(Stored data)
● ● ●

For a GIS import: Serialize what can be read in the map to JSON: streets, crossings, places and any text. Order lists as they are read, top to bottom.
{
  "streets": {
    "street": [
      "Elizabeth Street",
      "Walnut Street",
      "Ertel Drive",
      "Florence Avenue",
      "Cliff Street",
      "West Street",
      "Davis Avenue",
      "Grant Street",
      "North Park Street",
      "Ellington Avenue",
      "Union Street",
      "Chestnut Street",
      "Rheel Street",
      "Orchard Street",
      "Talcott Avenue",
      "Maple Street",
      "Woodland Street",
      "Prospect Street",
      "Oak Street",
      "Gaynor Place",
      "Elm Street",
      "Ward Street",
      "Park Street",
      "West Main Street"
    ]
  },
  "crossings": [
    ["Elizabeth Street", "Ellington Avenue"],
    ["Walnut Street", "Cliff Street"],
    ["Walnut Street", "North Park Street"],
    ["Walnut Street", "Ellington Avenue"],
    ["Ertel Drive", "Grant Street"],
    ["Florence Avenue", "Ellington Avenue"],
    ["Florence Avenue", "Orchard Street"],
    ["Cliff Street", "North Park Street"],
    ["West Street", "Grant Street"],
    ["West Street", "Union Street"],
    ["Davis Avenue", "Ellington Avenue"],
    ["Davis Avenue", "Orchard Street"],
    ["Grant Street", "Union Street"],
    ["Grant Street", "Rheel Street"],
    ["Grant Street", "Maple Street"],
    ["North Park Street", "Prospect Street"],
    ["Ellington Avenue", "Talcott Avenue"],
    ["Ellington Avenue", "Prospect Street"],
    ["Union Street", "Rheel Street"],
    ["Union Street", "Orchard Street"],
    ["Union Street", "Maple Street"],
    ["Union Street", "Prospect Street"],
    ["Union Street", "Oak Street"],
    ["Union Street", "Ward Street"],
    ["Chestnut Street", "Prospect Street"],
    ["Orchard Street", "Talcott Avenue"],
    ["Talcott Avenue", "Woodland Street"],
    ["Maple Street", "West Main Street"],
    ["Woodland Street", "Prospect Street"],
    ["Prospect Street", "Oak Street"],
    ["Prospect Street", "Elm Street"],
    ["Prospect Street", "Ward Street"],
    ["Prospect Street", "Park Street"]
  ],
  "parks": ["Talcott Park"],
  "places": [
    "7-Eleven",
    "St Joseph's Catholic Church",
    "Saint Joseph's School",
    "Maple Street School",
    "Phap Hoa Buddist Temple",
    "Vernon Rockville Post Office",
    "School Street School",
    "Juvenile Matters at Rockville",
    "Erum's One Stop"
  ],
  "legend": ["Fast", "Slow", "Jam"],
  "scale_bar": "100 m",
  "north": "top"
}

● ● ●

### YOUR INSTRUCTIONS:
Every line with "Joseph" in it should be copied from the entries above.

### TASK RESPONSE:
    "St Joseph's Catholic Church",
    "Saint Joseph's School",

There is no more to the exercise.